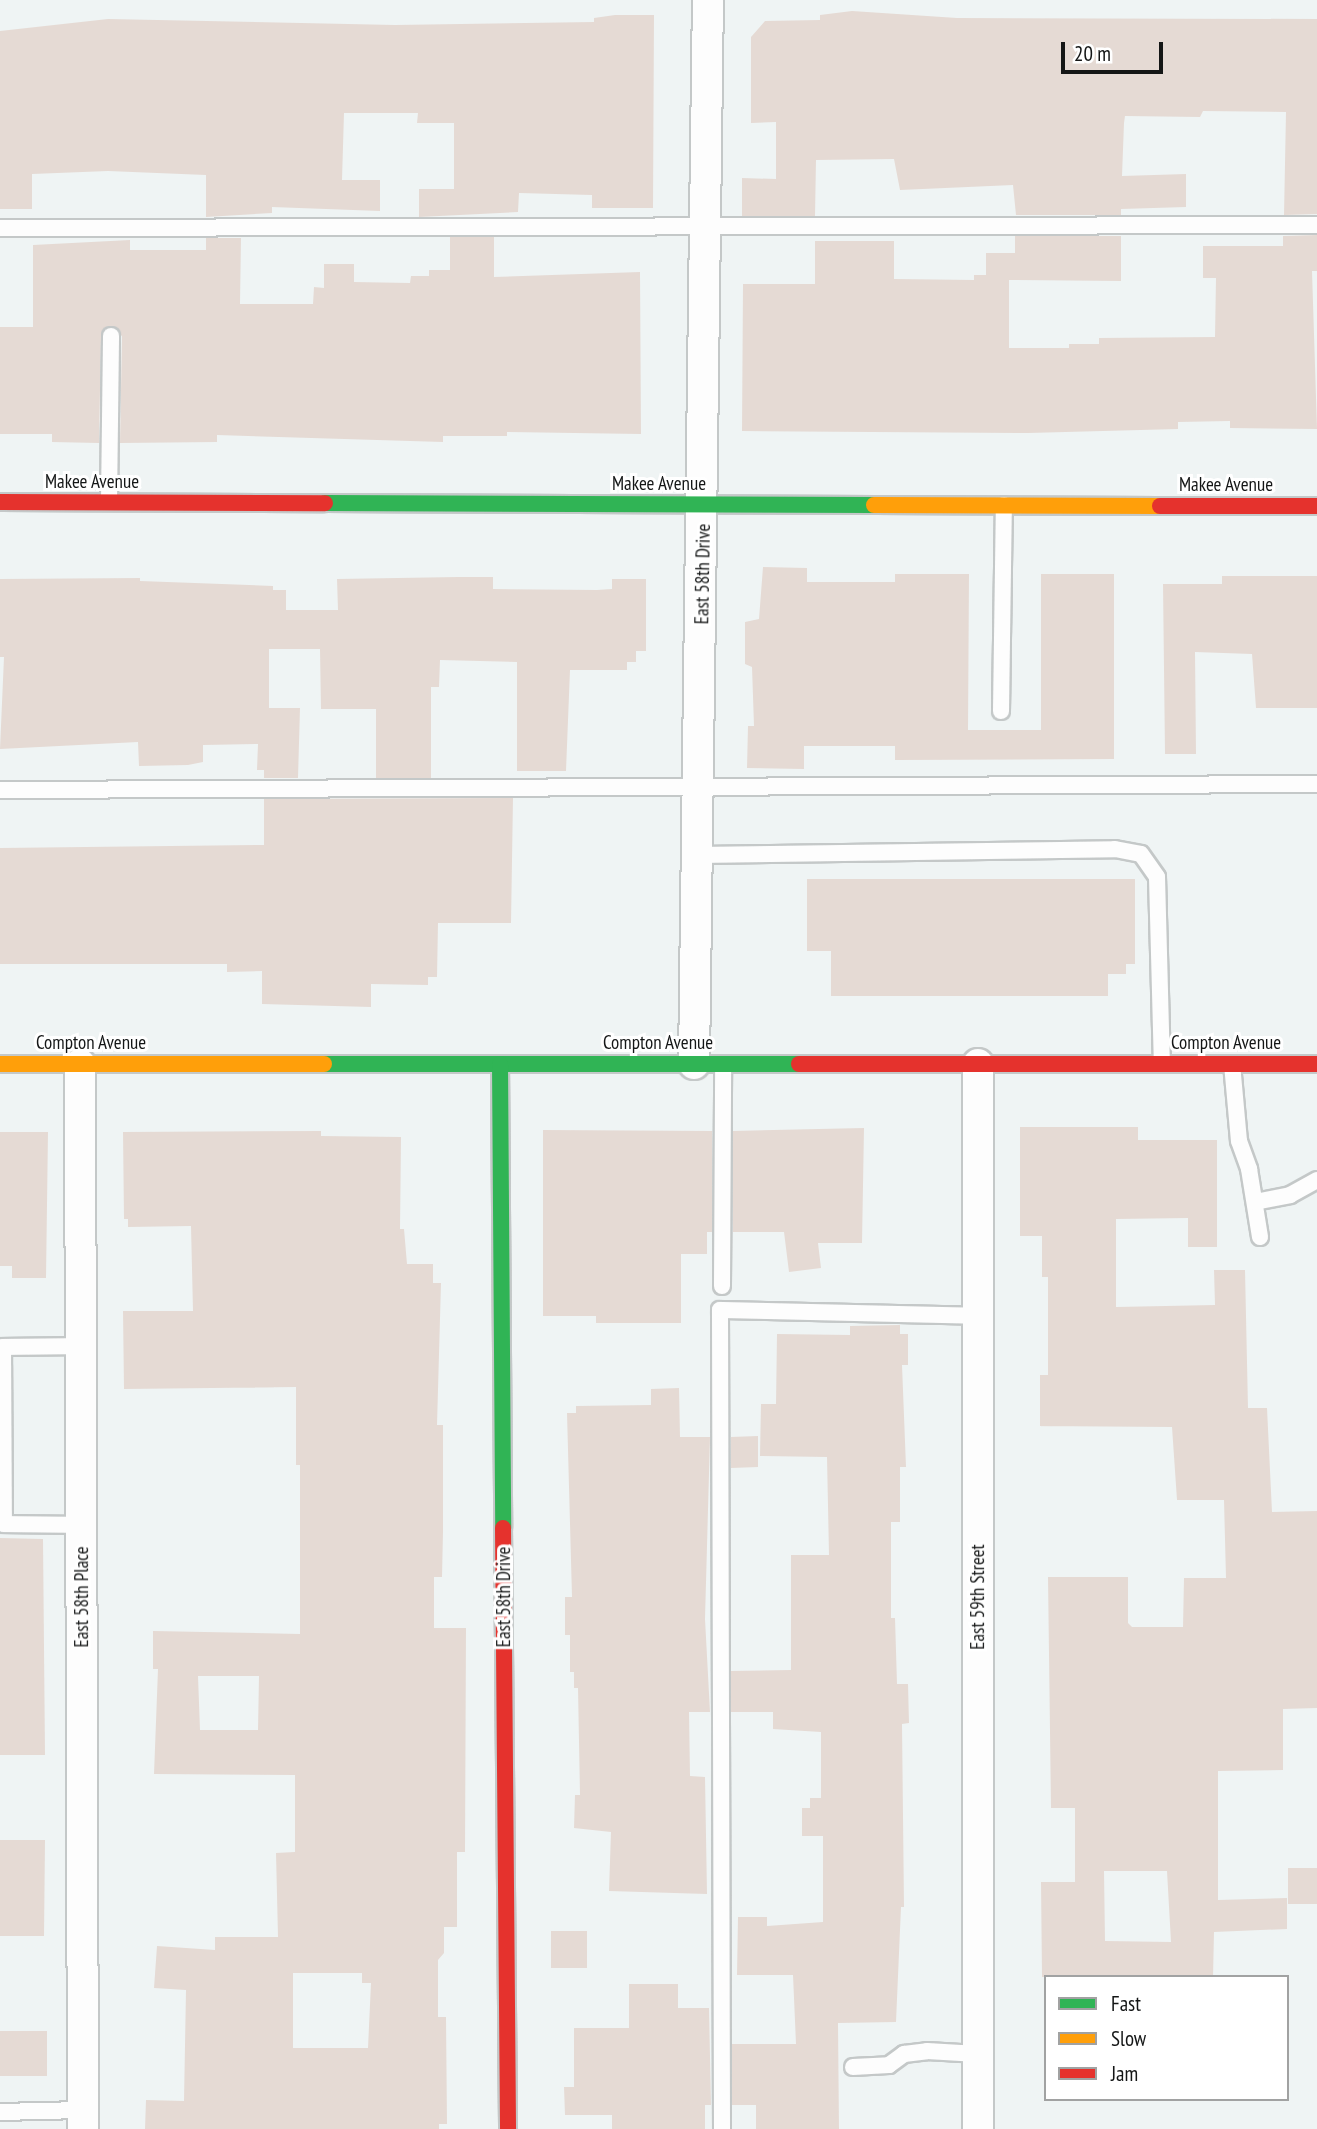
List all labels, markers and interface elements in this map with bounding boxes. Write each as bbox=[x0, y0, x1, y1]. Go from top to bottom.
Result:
scale bar bbox=[1065, 28, 1166, 72]
text: 20 m bbox=[1074, 40, 1111, 67]
street label: Makee Avenue bbox=[45, 471, 139, 493]
street label: Makee Avenue bbox=[612, 473, 706, 495]
street label: Makee Avenue bbox=[1179, 474, 1273, 496]
street label: East 58th Drive bbox=[691, 523, 715, 625]
street label: Compton Avenue bbox=[36, 1032, 146, 1054]
street label: Compton Avenue bbox=[603, 1032, 713, 1054]
street label: Compton Avenue bbox=[1171, 1032, 1281, 1054]
street label: East 59th Street bbox=[967, 1544, 989, 1650]
street label: East 58th Place bbox=[71, 1546, 93, 1648]
street label: East 58th Drive bbox=[493, 1547, 515, 1647]
legend bbox=[1044, 1975, 1289, 2101]
text: Fast bbox=[1111, 1990, 1141, 2017]
text: Slow bbox=[1111, 2025, 1146, 2052]
text: Jam bbox=[1111, 2060, 1138, 2087]

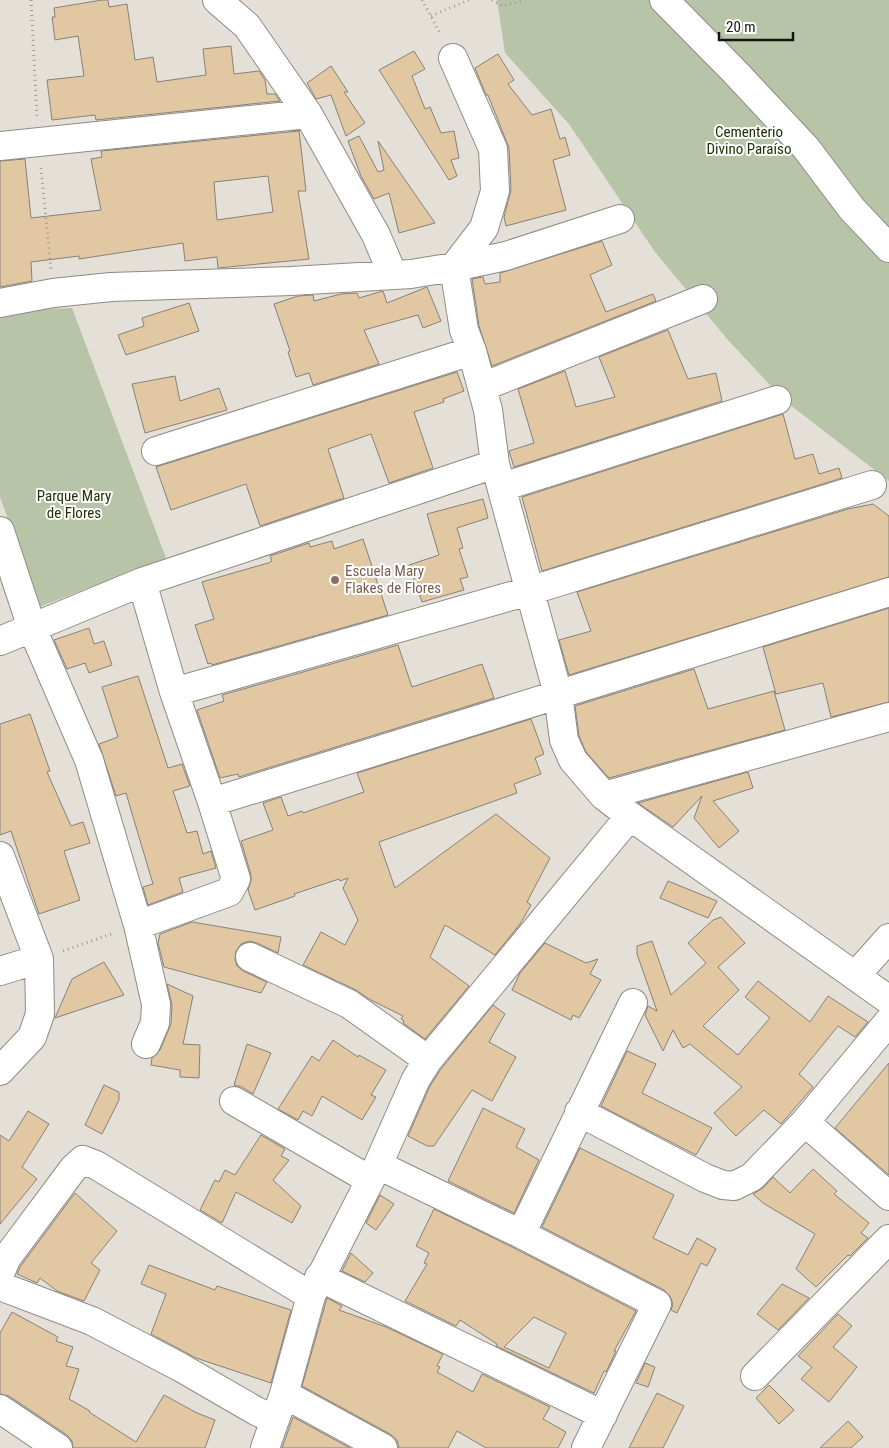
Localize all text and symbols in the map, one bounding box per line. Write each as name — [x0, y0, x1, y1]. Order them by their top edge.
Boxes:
scale bar — [719, 10, 793, 42]
text: 20 m — [726, 18, 756, 36]
park label: Cementerio Divino Paraíso — [707, 123, 791, 158]
park label: Parque Mary de Flores — [37, 487, 111, 522]
place label: Escuela Mary Flakes de Flores — [345, 562, 441, 597]
marker: Escuela Mary Flakes de Flores — [329, 574, 341, 586]

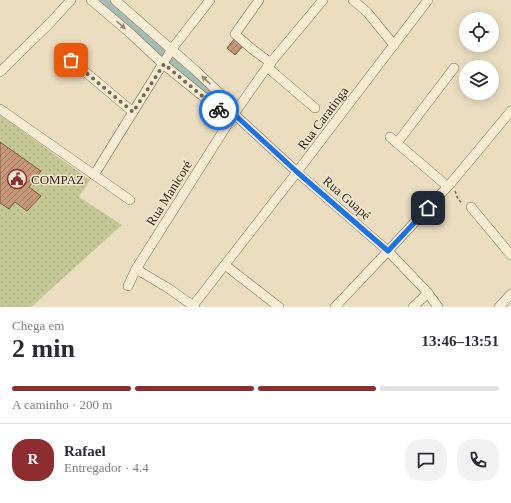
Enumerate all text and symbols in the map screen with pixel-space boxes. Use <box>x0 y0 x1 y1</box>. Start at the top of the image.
map controls <box>459 12 499 100</box>
button: locate <box>459 12 499 52</box>
one-way arrow <box>116 21 126 30</box>
pin <box>54 43 88 77</box>
icon: bag <box>60 49 82 71</box>
button: layers <box>459 60 499 100</box>
one-way arrow <box>201 76 210 85</box>
street label: Rua Caratinga <box>295 83 352 152</box>
courier <box>199 90 239 130</box>
icon: bike <box>208 99 230 121</box>
street label: Rua Manicoré <box>143 157 195 228</box>
public building icon: COMPAZ <box>6 168 28 190</box>
place label: COMPAZ <box>31 172 84 187</box>
street label: Rua Guapé <box>320 173 374 223</box>
pin <box>411 191 445 225</box>
icon: home <box>417 197 439 219</box>
text: Chega em <box>12 318 64 333</box>
text: 13:46–13:51 <box>422 333 499 349</box>
text: 2 min <box>12 334 75 363</box>
text: A caminho · 200 m <box>12 397 112 412</box>
button: chat <box>405 439 447 481</box>
button: phone <box>457 439 499 481</box>
text: Rafael <box>64 443 106 459</box>
text: R <box>28 451 38 467</box>
text: Entregador · 4.4 <box>64 460 149 475</box>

- - - - -

PROMPT: With the images removed, write out all of the material above exactly.

ANSWER TO THIS EXERCISE:
List all labels, markers and interface elements in this map with bounding boxes. Write each as bbox=[x0, y0, x1, y1]. Go from top to bottom.
Result:
scale bar bbox=[1065, 28, 1166, 72]
text: 20 m bbox=[1074, 40, 1111, 67]
street label: Makee Avenue bbox=[45, 471, 139, 493]
street label: Makee Avenue bbox=[612, 473, 706, 495]
street label: Makee Avenue bbox=[1179, 474, 1273, 496]
street label: East 58th Drive bbox=[691, 523, 715, 625]
street label: Compton Avenue bbox=[36, 1032, 146, 1054]
street label: Compton Avenue bbox=[603, 1032, 713, 1054]
street label: Compton Avenue bbox=[1171, 1032, 1281, 1054]
street label: East 59th Street bbox=[967, 1544, 989, 1650]
street label: East 58th Place bbox=[71, 1546, 93, 1648]
street label: East 58th Drive bbox=[493, 1547, 515, 1647]
legend bbox=[1044, 1975, 1289, 2101]
text: Fast bbox=[1111, 1990, 1141, 2017]
text: Slow bbox=[1111, 2025, 1146, 2052]
text: Jam bbox=[1111, 2060, 1138, 2087]

Localize all text and symbols in the map, one bounding box per line. Write each as name — [x0, y0, x1, y1]. Order them by their top edge.
Boxes:
scale bar — [719, 10, 793, 42]
text: 20 m — [726, 18, 756, 36]
park label: Cementerio Divino Paraíso — [707, 123, 791, 158]
park label: Parque Mary de Flores — [37, 487, 111, 522]
place label: Escuela Mary Flakes de Flores — [345, 562, 441, 597]
marker: Escuela Mary Flakes de Flores — [329, 574, 341, 586]

Enumerate all text and symbols in the map screen with pixel-space boxes. Use <box>x0 y0 x1 y1</box>. Start at the top of the image.
map controls <box>459 12 499 100</box>
button: locate <box>459 12 499 52</box>
one-way arrow <box>116 21 126 30</box>
pin <box>54 43 88 77</box>
icon: bag <box>60 49 82 71</box>
button: layers <box>459 60 499 100</box>
one-way arrow <box>201 76 210 85</box>
street label: Rua Caratinga <box>295 83 352 152</box>
courier <box>199 90 239 130</box>
icon: bike <box>208 99 230 121</box>
street label: Rua Manicoré <box>143 157 195 228</box>
public building icon: COMPAZ <box>6 168 28 190</box>
place label: COMPAZ <box>31 172 84 187</box>
street label: Rua Guapé <box>320 173 374 223</box>
pin <box>411 191 445 225</box>
icon: home <box>417 197 439 219</box>
text: Chega em <box>12 318 64 333</box>
text: 13:46–13:51 <box>422 333 499 349</box>
text: 2 min <box>12 334 75 363</box>
text: A caminho · 200 m <box>12 397 112 412</box>
button: chat <box>405 439 447 481</box>
button: phone <box>457 439 499 481</box>
text: Rafael <box>64 443 106 459</box>
text: R <box>28 451 38 467</box>
text: Entregador · 4.4 <box>64 460 149 475</box>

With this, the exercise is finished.